Every parent has looked into the eyes of their child and wondered who will they be when they grow up. What or whom will influence that outcome? Good or bad, kids imitate the role models in their lives. When things go right, children are inspired by their own parents, relatives, a dedicated teacher, or maybe their coach who motivates them to excel and be more than they think they can be. Perhaps the role model is a set of grandparents or relatives who have united as a family through life’s tribulations to provide a positive influence upon a young child’s life.

Tragically, sometimes it is an abusive father or mother, a parent abusing drugs, or even worse — a child that is completely abandoned by his or her parents.  These kids often witness law enforcement and fire service personnel take their parents away after such a traumatic episode. As a result of a lack of the organic role models every child should have, kids are forced to find an alternate role model to influence their growth. Unfortunately, these role models may take the form of television personalities, entertainers, reality television stars or a variety of other cultural icons, who, while their intentions may not be malicious, the result of their impact is negative all the same. Frederick Douglass famously said, “It is easier to build strong children than to repair broken men.” I believe this to be just as accurate today as it was in 19th century.

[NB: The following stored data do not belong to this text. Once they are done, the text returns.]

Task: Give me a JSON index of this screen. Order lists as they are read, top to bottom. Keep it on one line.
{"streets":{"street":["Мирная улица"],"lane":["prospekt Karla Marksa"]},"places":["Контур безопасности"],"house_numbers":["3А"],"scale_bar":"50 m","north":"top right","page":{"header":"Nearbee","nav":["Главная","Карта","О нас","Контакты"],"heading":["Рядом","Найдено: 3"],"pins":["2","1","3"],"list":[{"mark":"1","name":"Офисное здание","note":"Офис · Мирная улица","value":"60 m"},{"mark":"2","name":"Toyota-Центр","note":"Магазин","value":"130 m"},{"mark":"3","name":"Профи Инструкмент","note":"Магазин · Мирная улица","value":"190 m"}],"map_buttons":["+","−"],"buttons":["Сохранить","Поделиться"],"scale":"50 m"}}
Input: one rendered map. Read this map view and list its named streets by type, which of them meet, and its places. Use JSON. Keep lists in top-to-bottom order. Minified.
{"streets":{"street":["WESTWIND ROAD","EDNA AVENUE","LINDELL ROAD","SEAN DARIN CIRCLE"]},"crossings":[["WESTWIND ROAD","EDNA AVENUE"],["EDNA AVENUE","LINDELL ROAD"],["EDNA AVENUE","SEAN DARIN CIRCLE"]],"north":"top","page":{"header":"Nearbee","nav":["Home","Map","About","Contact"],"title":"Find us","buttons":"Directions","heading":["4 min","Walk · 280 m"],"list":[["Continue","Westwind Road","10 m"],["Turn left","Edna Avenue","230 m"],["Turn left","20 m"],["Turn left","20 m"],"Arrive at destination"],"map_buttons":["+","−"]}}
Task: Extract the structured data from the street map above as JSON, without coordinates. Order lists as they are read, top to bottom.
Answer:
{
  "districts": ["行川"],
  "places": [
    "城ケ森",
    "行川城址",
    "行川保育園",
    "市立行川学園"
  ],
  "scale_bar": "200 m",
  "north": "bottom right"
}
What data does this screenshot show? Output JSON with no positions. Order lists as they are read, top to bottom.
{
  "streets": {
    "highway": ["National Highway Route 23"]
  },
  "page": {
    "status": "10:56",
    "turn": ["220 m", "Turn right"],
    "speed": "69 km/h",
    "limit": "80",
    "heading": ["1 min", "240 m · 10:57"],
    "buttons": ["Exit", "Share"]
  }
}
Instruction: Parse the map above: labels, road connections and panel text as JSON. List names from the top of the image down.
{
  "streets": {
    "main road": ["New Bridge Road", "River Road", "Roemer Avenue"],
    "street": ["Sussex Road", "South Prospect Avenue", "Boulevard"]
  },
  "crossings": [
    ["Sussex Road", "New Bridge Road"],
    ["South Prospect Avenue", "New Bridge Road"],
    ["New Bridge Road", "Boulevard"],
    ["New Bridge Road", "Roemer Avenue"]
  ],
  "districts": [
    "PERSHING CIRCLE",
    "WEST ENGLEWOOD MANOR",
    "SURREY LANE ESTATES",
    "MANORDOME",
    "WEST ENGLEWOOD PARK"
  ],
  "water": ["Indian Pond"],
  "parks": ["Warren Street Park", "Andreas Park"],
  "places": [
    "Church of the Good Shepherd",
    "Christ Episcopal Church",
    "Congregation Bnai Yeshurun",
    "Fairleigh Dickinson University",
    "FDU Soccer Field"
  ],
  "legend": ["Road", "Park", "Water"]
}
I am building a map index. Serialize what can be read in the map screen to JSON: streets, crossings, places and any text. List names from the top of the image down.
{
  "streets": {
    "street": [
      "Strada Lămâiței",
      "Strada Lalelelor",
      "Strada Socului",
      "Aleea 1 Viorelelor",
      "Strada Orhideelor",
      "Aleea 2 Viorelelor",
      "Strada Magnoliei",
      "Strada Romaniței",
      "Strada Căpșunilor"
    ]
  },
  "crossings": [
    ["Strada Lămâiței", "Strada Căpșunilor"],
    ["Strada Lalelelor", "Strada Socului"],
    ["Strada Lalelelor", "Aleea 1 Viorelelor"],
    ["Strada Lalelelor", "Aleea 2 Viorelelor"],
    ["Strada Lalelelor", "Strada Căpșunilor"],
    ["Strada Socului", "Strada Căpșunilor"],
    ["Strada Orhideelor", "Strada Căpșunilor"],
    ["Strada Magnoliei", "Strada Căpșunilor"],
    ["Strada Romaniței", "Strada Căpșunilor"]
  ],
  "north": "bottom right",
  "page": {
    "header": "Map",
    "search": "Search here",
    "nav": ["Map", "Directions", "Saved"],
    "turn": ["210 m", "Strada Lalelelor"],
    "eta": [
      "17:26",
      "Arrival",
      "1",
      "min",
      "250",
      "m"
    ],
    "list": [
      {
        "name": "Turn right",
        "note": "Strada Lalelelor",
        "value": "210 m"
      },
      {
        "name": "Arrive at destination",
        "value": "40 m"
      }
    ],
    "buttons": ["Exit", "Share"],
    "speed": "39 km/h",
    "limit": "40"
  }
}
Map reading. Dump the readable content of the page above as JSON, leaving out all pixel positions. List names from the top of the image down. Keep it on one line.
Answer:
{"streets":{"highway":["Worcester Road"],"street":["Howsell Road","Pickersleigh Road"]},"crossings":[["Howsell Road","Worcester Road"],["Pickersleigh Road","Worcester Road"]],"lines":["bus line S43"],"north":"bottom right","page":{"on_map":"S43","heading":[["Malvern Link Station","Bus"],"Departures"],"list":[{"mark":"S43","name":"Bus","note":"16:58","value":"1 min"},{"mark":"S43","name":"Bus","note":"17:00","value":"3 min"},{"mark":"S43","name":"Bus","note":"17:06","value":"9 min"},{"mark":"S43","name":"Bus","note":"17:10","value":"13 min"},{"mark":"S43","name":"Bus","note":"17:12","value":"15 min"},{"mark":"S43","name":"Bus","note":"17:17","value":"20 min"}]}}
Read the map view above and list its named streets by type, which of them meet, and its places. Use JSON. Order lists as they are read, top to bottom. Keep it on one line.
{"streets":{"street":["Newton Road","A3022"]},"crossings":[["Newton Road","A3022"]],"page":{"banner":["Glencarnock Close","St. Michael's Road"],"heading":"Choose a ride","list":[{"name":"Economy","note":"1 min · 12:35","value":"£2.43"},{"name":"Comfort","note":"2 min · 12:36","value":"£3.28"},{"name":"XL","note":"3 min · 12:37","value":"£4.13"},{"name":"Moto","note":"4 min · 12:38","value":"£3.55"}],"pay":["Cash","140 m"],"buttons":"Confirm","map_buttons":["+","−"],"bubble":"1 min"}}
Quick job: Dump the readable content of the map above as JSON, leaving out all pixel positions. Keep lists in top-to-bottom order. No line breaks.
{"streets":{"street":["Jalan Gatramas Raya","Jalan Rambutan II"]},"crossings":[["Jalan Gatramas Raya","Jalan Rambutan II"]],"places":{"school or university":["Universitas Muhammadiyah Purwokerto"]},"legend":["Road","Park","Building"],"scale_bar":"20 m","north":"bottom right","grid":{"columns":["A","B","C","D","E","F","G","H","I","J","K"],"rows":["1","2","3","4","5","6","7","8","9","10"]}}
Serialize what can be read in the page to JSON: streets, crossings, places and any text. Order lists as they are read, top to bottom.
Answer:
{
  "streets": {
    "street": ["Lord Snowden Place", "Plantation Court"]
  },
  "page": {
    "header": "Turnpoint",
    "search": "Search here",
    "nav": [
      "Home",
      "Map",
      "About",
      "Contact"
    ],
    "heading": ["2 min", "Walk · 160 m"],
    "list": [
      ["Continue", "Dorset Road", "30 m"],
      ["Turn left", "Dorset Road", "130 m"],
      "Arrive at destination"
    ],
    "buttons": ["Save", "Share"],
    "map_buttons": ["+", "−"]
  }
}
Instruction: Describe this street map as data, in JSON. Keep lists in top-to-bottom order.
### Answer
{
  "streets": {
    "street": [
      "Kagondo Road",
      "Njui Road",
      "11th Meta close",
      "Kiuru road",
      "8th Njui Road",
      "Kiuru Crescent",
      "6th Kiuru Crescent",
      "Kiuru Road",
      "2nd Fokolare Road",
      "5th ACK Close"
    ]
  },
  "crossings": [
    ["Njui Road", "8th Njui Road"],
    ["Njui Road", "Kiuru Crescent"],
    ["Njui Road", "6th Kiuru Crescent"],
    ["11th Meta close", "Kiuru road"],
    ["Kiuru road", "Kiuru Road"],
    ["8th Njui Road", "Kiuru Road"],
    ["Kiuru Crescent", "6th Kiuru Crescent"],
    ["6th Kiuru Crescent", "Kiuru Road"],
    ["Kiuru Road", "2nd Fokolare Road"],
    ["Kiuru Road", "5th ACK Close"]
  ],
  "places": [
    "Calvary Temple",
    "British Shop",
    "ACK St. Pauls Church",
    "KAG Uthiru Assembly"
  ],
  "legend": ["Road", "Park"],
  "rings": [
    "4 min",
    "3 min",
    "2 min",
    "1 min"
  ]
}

Organizations such as Big Brothers, Big Sisters and CASA or Court Appointed Special Advocates, seek to provide just the kind of positive mentorship these at-risk youths and children need and deserve. The Big Brothers and Big Sisters organizations cater specifically to children with a single parent or guardian and strive to provide these kids with an adult role model who has been proven to be a positive mentor. CASA provides assistance to children who have become dependents of the court system. The courts will appoint each child with an advocate who will mentor them and report back to the court so that they can provide the stability and support that is so often denied to children dependent on social care.

Over the last several years it has been my pleasure to work with these organizations to bring the Snowball shopping event to 150 children each year. The Rotary Club generously provides a complete pancake breakfast while the kids visit with Santa and his elves. Sheriff deputies, Department of Fish and Game officers, DA investigators, firefighters and hundreds of volunteers take the kids to go shopping with a $200 gift card for much needed necessities and a gift. The officers, firefighters and well over 100 volunteers also provide the kids with a possible alternative role model. But the kids give back as much as they receive. They remind us each of the innocence that far too often is lost in adulthood. Thanks to all the volunteers and each of our sponsors.

As much as these organizations have accomplished, there is always more we can do for children in need. Many children need someone to look up to who is not famous, talented, or rich but rather someone who is caring and willing to take time out of their busy lives to be a positive force in their life.

So as the holidays approach, and you reflect upon the years end, perhaps consider a resolution such as becoming a Big Brother or Big Sister, or an advocate with CASA. The gift you receive may be greater than any gift you could give. Merry Christmas and Happy Holidays.

Vern Pierson is the elected District Attorney and serves as an advisor to Big Brothers Big Sisters and is a former board member of CASA El Dorado.